Listed entries Block Start
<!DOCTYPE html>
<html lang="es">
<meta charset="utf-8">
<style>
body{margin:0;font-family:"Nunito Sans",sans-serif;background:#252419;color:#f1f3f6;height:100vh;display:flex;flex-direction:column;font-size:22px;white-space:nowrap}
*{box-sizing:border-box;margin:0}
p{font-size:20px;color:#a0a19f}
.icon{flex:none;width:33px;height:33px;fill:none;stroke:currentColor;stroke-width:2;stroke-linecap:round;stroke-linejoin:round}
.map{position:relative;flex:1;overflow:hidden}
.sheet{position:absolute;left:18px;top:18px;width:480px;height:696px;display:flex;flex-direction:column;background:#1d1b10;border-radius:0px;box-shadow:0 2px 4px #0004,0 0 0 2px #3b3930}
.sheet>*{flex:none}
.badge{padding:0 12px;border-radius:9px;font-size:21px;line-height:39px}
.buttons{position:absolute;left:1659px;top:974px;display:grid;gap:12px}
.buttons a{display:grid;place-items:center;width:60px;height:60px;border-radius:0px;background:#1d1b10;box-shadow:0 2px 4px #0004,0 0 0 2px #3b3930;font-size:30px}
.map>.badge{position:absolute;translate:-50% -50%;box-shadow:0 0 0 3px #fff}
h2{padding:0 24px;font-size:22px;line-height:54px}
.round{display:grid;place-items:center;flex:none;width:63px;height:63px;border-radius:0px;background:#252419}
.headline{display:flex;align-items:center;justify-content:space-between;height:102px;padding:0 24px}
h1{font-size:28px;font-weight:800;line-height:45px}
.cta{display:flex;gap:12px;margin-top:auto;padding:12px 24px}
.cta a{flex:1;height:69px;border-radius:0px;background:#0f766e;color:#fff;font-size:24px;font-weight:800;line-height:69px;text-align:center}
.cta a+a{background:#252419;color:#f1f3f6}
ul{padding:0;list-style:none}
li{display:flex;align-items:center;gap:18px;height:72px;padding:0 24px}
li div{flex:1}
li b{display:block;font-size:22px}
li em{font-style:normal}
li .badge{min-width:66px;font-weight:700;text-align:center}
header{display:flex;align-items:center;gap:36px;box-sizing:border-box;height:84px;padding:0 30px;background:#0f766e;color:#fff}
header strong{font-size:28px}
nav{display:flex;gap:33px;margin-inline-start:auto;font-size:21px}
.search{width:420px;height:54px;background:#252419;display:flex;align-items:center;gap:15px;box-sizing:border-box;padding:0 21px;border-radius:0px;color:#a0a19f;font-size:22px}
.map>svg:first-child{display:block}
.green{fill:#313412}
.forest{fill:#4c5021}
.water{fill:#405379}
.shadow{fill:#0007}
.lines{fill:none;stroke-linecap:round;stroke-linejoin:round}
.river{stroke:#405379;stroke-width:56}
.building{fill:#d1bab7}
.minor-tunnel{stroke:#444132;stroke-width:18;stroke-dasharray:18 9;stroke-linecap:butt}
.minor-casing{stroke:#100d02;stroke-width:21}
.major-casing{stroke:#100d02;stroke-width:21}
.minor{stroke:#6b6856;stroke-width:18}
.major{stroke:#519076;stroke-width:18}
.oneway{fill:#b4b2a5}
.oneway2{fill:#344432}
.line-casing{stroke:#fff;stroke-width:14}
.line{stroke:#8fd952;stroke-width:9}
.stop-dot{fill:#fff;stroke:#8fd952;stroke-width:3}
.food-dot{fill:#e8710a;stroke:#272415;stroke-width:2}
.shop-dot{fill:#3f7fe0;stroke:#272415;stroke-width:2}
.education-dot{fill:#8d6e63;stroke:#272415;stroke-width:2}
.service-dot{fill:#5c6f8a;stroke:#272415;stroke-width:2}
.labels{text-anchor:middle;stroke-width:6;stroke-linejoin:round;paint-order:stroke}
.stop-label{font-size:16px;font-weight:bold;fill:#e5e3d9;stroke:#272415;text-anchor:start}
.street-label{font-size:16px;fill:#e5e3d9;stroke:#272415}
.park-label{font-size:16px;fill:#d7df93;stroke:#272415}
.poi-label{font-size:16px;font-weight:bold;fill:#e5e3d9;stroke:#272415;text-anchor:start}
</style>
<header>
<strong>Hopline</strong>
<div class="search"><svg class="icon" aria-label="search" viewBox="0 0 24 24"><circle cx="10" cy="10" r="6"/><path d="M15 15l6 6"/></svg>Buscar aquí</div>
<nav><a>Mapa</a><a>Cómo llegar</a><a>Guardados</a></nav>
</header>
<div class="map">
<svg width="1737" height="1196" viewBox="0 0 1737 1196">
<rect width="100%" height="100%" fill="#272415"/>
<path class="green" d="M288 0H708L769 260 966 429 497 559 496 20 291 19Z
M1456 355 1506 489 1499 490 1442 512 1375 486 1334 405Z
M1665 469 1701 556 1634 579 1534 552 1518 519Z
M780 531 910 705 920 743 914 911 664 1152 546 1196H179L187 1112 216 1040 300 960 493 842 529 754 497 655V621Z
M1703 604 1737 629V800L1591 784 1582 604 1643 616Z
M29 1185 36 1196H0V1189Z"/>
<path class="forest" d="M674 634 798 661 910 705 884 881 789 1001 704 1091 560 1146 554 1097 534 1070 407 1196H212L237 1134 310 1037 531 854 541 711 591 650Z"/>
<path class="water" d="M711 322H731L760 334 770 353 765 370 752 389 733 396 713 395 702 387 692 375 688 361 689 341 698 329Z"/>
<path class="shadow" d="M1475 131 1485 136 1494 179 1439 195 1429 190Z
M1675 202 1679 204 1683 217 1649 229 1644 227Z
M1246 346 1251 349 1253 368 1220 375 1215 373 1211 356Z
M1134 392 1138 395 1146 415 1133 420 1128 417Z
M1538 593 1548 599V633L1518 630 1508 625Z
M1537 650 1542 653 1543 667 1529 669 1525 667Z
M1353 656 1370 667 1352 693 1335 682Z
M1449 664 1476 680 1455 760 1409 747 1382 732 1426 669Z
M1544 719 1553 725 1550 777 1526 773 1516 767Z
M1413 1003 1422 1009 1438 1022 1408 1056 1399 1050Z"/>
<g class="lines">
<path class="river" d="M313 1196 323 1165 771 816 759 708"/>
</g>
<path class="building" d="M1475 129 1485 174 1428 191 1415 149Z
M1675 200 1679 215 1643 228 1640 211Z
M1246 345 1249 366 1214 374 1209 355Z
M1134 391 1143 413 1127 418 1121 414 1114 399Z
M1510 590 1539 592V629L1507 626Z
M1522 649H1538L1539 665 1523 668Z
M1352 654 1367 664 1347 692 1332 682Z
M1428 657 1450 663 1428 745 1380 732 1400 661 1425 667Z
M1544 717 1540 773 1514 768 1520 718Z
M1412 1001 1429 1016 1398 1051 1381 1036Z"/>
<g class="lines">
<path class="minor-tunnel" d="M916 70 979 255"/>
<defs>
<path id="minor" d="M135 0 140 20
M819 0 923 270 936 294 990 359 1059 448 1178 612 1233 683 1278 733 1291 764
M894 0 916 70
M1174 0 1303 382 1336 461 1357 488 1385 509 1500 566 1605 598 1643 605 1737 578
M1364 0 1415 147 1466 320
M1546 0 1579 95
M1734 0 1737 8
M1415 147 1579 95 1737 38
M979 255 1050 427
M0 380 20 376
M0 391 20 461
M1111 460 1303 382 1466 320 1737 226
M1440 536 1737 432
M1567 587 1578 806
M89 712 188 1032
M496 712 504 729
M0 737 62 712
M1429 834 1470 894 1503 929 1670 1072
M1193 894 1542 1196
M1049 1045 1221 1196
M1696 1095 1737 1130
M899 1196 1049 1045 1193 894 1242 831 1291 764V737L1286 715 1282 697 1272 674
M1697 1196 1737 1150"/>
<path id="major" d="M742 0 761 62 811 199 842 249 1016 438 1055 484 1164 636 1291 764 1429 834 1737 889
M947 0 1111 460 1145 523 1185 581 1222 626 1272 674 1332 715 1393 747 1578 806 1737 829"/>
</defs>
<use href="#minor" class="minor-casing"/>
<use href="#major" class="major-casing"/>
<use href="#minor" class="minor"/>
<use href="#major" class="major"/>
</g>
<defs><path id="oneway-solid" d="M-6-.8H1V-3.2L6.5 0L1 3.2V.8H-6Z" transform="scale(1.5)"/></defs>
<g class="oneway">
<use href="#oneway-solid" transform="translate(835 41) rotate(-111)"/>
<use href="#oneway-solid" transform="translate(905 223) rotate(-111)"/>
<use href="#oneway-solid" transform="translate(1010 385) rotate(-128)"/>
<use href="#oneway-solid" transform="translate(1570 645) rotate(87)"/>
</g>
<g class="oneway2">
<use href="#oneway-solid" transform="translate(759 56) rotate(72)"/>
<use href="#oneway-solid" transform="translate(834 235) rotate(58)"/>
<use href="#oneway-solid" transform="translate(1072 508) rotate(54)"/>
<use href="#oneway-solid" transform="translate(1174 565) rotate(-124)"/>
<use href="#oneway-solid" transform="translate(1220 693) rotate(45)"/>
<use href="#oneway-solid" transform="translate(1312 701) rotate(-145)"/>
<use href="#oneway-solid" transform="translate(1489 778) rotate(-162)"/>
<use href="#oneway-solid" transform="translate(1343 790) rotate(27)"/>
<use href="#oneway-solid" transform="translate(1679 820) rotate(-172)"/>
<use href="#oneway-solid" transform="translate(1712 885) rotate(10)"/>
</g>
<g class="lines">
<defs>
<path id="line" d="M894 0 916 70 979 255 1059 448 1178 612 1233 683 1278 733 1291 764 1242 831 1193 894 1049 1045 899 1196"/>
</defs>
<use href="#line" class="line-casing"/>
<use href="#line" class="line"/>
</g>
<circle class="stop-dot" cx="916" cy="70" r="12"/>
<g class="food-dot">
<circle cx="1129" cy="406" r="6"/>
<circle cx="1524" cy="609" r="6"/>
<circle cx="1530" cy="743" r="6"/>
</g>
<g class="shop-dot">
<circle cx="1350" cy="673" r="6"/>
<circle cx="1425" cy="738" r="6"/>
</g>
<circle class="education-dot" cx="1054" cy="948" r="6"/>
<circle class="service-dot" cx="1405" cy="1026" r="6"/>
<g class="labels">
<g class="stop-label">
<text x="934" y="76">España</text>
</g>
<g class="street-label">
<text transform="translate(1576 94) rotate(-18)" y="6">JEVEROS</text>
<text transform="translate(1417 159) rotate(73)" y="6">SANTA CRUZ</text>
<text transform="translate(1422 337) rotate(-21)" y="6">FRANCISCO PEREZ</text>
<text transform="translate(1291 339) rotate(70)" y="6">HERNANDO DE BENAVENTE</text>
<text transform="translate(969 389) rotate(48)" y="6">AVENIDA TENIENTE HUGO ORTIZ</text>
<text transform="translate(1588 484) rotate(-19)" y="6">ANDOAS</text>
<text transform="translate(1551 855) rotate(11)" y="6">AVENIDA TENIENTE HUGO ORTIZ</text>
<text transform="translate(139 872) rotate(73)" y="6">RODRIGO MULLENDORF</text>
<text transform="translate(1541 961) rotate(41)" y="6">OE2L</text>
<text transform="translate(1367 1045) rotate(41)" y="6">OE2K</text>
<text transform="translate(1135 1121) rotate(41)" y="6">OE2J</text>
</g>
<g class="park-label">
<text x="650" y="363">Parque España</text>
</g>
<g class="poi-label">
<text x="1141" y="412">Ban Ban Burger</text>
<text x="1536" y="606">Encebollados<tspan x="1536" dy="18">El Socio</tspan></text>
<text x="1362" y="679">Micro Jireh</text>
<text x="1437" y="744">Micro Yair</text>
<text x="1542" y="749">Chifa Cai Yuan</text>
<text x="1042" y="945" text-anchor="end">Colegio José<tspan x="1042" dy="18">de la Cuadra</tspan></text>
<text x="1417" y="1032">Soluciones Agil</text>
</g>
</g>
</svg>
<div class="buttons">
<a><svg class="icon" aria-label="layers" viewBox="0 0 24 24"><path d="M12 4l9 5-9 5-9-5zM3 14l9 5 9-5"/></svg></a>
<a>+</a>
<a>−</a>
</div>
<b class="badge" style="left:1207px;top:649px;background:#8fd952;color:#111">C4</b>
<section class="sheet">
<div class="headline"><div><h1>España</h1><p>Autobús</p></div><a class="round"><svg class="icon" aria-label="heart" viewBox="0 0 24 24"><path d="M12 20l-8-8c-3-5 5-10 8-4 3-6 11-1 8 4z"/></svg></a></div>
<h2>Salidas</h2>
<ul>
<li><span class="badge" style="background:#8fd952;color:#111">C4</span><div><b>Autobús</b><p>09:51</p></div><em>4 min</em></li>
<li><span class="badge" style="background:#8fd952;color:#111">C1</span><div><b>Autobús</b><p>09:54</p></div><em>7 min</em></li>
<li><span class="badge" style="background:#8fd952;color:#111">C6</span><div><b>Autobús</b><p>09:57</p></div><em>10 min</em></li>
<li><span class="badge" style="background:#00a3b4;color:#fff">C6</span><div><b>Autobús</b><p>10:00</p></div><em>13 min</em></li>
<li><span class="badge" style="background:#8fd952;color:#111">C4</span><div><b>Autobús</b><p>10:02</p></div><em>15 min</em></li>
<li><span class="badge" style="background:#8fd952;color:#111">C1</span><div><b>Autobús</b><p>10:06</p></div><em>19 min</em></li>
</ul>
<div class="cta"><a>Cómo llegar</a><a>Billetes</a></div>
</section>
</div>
Listed entries Block End
**What to produce**
Write out every line of the data that holds the word "linecap".

**Solution to this task**
.icon{flex:none;width:33px;height:33px;fill:none;stroke:currentColor;stroke-width:2;stroke-linecap:round;stroke-linejoin:round}
.lines{fill:none;stroke-linecap:round;stroke-linejoin:round}
.minor-tunnel{stroke:#444132;stroke-width:18;stroke-dasharray:18 9;stroke-linecap:butt}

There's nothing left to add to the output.